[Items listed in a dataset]
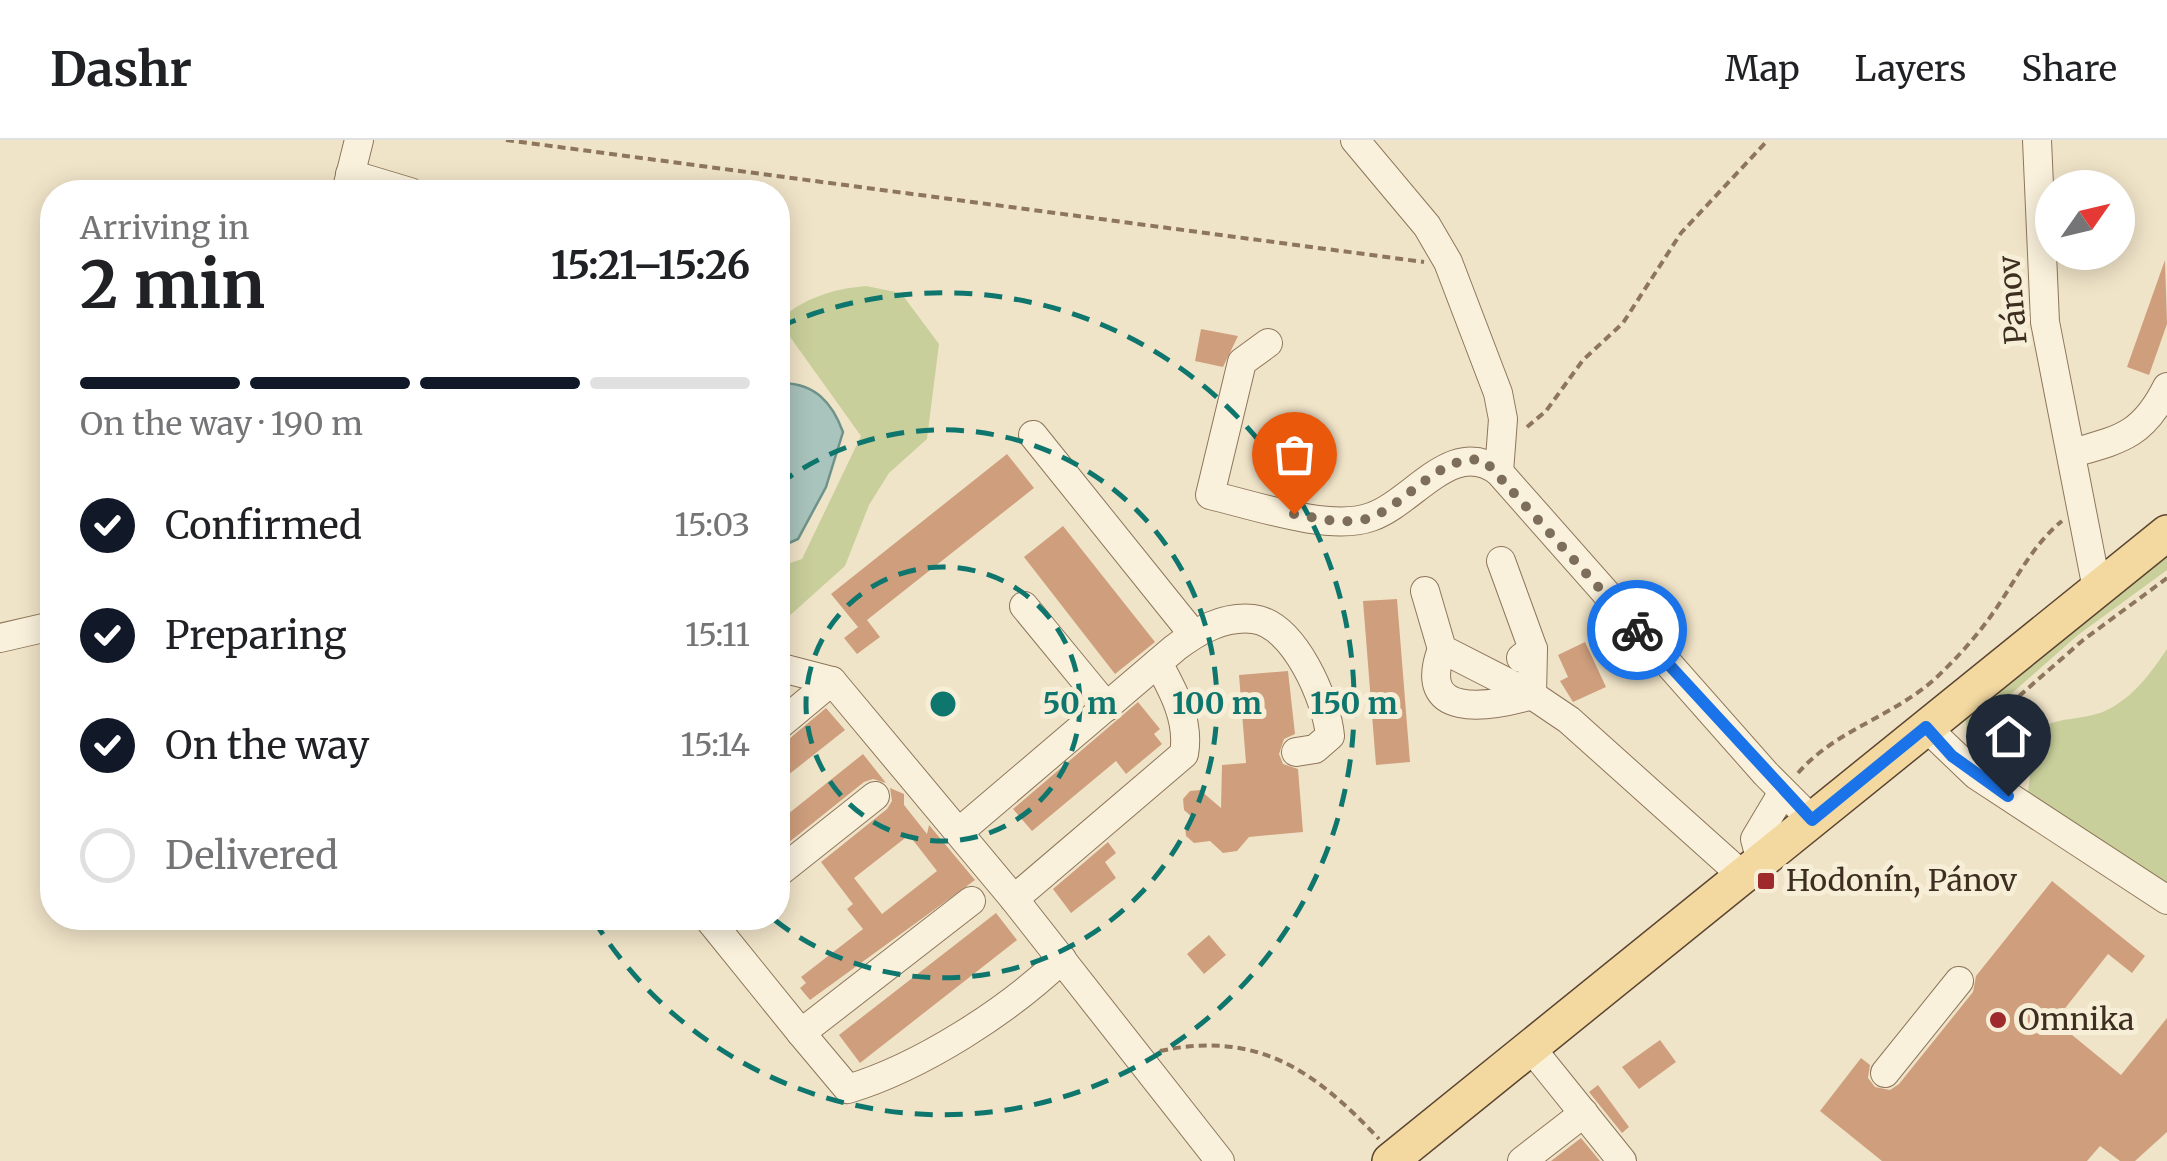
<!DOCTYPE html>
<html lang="en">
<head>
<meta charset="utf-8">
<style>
  :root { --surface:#fff; --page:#f2f2f2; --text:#202124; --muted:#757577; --line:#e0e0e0; --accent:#111827 }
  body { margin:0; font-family:Merriweather,serif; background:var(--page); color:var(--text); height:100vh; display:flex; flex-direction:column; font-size:38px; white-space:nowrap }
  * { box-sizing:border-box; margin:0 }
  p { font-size:32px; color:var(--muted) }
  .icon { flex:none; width:55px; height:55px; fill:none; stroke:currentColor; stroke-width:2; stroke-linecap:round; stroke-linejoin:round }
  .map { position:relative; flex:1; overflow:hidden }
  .sheet { position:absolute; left:40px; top:40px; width:750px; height:750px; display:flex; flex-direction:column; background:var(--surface); border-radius:40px; box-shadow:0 5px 25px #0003 }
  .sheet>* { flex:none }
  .needle { width:65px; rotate:56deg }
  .controls { position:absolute; left:2035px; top:30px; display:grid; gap:20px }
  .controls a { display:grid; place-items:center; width:100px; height:100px; border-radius:50%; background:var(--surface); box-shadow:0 5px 25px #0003; font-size:50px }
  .pin { position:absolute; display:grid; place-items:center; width:85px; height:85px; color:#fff; margin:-102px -42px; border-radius:50% 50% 50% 0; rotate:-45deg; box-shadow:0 0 10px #0007 }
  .pin .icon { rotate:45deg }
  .courier { position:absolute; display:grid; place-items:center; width:100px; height:100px; margin:-50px; border:8px solid #1a73e8; border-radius:50%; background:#fff; color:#222; box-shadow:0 2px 12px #0007 }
  .head em { font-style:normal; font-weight:700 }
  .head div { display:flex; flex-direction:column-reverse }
  .head { display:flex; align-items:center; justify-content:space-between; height:170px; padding:0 40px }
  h1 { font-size:65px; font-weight:700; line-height:75px }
  .bar { display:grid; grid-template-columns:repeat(4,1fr); gap:15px 10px; align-content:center; height:120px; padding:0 40px }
  .bar i { height:12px; border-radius:8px; background:var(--line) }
  .bar .current { background:var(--accent) }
  .bar p { grid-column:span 4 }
  ol { padding:0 40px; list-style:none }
  li { display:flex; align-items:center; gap:30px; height:110px }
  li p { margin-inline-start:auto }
  li .icon { padding:10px; border-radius:50%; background:var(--accent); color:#fff; stroke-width:4 }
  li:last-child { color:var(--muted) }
  li i { width:55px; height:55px; border:5px solid var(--line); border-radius:50% }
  header { display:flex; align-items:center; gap:60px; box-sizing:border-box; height:140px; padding:0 50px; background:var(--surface); border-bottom:2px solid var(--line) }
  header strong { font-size:48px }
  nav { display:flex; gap:55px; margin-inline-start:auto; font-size:35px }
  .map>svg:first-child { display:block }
</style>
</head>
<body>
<header>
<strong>Dashr</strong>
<nav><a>Map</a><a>Layers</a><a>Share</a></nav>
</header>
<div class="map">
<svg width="2167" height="1021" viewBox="0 0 2167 1021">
  <rect width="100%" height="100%" fill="#f0e4c8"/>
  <g fill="#c9cf9b">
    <path d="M866 146 901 153 939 204 927 299 889 333 869 365 845 426 778 486V427L802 419 861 296 778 180C806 158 831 149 866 146Z"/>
    <polygon points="2167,412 2167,430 2078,495 1967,593 1965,574"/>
    <path d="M2167 509V747L2028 653 2035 591C2056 576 2082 581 2105 571 2133 558 2150 534 2167 509Z"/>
  </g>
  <path fill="#a9c4bc" stroke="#6f938a" stroke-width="2.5" d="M783 243C815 244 832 262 843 292L826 347 798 399 778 408V247Z"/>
  <g fill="#cf9f7d" fill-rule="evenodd">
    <polygon points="2165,120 2167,184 2149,235 2127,227"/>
    <polygon points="1201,189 1238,196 1223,227 1195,221"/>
    <polygon points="1007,314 1034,348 867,480 880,497 857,514 844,498 858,487 831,454"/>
    <polygon points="1063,386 1155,502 1115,534 1024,417"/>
    <polygon points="1397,459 1410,622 1376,625 1363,461"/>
    <polygon points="1585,502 1606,547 1573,562 1560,541 1568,537 1558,515"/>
    <polygon points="1288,531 1295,594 1284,599 1279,614 1283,624 1298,629 1303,692 1249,697 1237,711 1223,713 1210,701 1194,703 1186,696 1185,686 1192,677 1184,670 1183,659 1190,651 1200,650 1221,668 1222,625 1246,623 1239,535"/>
    <polygon points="1138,562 1160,589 1154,594 1162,604 1126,634 1116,621 1032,691 1013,669"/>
    <polygon points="826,568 845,590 778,643 778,603 789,599"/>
    <polygon points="863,614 886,643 873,639 864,642 778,711 778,682"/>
    <path d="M890 648 904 654V665L927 694 929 685 975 740 810 860 800 848 806 843 801 837 863 789 847 769 853 764 821 722 887 669 892 661ZM909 695 937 731 882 774 854 738Z"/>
    <polygon points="1108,702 1116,713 1105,722 1116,738 1071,773 1053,749"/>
    <polygon points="2052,741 2145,816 2132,833 2108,814 2055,881 2121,935 2167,878 2167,992 2135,1021 2120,1021 2100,1006 2087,1021 1882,1021 1820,971 1861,918 1870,925 1868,938 1875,947 1890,950 1899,944 1973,852 1976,836"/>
    <polygon points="996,773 1017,800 860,923 839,895"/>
    <polygon points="1209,795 1226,815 1204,834 1187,814"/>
    <polygon points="1660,900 1676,922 1639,949 1622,927"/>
    <polygon points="1598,945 1629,987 1622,993 1589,952"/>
    <polygon points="1581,998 1600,1021 1551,1021"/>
  </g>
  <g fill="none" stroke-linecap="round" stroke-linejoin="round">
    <defs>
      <g id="minor">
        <polyline points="1355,0 1427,86 1448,122 1498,253 1503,279 1499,332 1766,634 1812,680"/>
        <polyline points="2037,0 2045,182 2097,449"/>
        <polyline points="350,34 410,52"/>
        <polyline points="346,52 359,0"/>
        <path d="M1268 203 1242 222 1210 355C1253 365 1330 392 1371 377 1414 362 1453 296 1499 332"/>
        <polyline points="1033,295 1193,494"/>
        <path d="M2073 313C2122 299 2143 295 2167 247"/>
        <polyline points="1501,421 1533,509 1521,518"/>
        <polyline points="1425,451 1442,509 1532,555 1569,580 1743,736"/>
        <polyline points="1024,466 1107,567"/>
        <polyline points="0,498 52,486"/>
        <path d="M1442 509C1415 579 1487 568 1532 555L1533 509"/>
        <polyline points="778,527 832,541 1014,759 1220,1021"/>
        <polyline points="778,586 832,541"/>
        <polyline points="1926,587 1976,635 2167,760"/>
        <path d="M959 692 1175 508C1197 491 1223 476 1253 479 1294 483 1327 561 1330 596L1315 609 1296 612"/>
        <polyline points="1761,721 1755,699 1783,652"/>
        <polyline points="778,733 875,656"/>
        <path d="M1014 759 1184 614C1190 581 1173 550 1158 523"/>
        <polyline points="708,778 801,893 971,761"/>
        <path d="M801 893 848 949C921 927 1008 871 1062 819"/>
        <polyline points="1531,908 1622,1021"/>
        <polyline points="1885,933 1959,841"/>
        <polyline points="1522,1021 1584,973"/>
      </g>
      <polyline id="major" points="1390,1021 2167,393"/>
    </defs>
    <use href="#minor" stroke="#8d765c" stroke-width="30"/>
    <use href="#major" stroke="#5b4430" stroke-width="38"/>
    <g stroke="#8d765c" stroke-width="4" stroke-dasharray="8 5" stroke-linecap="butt">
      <polyline points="506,0 1424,122"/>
      <polyline points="1527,287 1546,271 1583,220 1623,183 1681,93 1768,0"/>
      <polyline points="1970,599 2082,501 2167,438"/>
      <path d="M1798 633C1835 590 1895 576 1937 537 1957 518 1977 496 1993 473 2015 442 2032 405 2062 381"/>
      <path d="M1160 911C1258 890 1315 931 1379 999"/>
    </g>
    <use href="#minor" stroke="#faf1dc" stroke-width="28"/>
    <use href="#major" stroke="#f3d9a0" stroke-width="35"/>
  </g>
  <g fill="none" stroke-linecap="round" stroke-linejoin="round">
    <path stroke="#7c6e5b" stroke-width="10" stroke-dasharray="0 18" d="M1294 374C1317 378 1342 385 1366 379 1405 368 1441 310 1485 321L1637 490"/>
    <polyline stroke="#1a73e8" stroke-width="12" points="1637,490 1812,680 1926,587 1952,616 2008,656"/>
  </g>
  <g fill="none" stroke="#0f766e" stroke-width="5" stroke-dasharray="18 12">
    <circle cx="943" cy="564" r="137"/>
    <path d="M778 345A274 274 0 1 1 772 778"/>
    <path d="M779 187A411 411 0 1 1 593 779"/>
  </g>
  <g fill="#9e2a2b" stroke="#f7eed8" stroke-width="4">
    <rect x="1756" y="731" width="20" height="20" rx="5"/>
    <circle cx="1998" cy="880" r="10"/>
  </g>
  <g text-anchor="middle" stroke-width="10" stroke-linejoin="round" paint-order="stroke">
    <g font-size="30" fill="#3d2e20" stroke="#f7eed8">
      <text transform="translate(2013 160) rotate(-95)" y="10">Pánov</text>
    </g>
    <g font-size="30" fill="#3d2e20" stroke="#f7eed8" text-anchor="start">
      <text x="1786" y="751">Hodonín, Pánov</text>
      <text x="2018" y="890">Omnika</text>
    </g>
  </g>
  <circle cx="943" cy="564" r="15" fill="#0f766e" stroke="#f7eed8" stroke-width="5"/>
  <g font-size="30" text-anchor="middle" font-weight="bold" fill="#0f766e" stroke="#f7eed8" stroke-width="10" stroke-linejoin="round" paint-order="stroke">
    <text x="1080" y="574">50 m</text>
    <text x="1217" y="574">100 m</text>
    <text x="1354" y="574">150 m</text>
  </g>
</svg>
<div class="controls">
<a><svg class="needle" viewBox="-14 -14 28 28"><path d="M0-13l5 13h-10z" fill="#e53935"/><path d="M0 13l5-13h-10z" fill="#757577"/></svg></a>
</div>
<div class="pin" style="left:1294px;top:374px;background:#ea580c"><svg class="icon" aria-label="bag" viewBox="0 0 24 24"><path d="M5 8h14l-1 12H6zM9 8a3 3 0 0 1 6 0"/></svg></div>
<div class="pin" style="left:2008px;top:656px;background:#1f2937"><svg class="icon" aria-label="home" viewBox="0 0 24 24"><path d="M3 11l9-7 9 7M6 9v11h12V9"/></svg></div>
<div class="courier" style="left:1637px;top:490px"><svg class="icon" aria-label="bike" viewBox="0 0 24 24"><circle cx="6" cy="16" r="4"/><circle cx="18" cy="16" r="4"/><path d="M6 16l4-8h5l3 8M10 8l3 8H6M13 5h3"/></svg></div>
<section class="sheet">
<div class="head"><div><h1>2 min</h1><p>Arriving in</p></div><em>15:21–15:26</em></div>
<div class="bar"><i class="current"></i><i class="current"></i><i class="current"></i><i></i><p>On the way · 190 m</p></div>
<ol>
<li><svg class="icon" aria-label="check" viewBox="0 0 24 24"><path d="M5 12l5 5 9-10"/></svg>Confirmed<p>15:03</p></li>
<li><svg class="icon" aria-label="check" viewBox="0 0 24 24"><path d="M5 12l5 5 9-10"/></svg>Preparing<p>15:11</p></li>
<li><svg class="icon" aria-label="check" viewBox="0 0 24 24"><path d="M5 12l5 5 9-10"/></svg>On the way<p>15:14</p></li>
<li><i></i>Delivered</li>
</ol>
</section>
</div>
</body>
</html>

[Task instructions] Look through the entries above; copy every line holding the string "controls".

[Task solution]
  .controls { position:absolute; left:2035px; top:30px; display:grid; gap:20px }
  .controls a { display:grid; place-items:center; width:100px; height:100px; border-radius:50%; background:var(--surface); box-shadow:0 5px 25px #0003; font-size:50px }
<div class="controls">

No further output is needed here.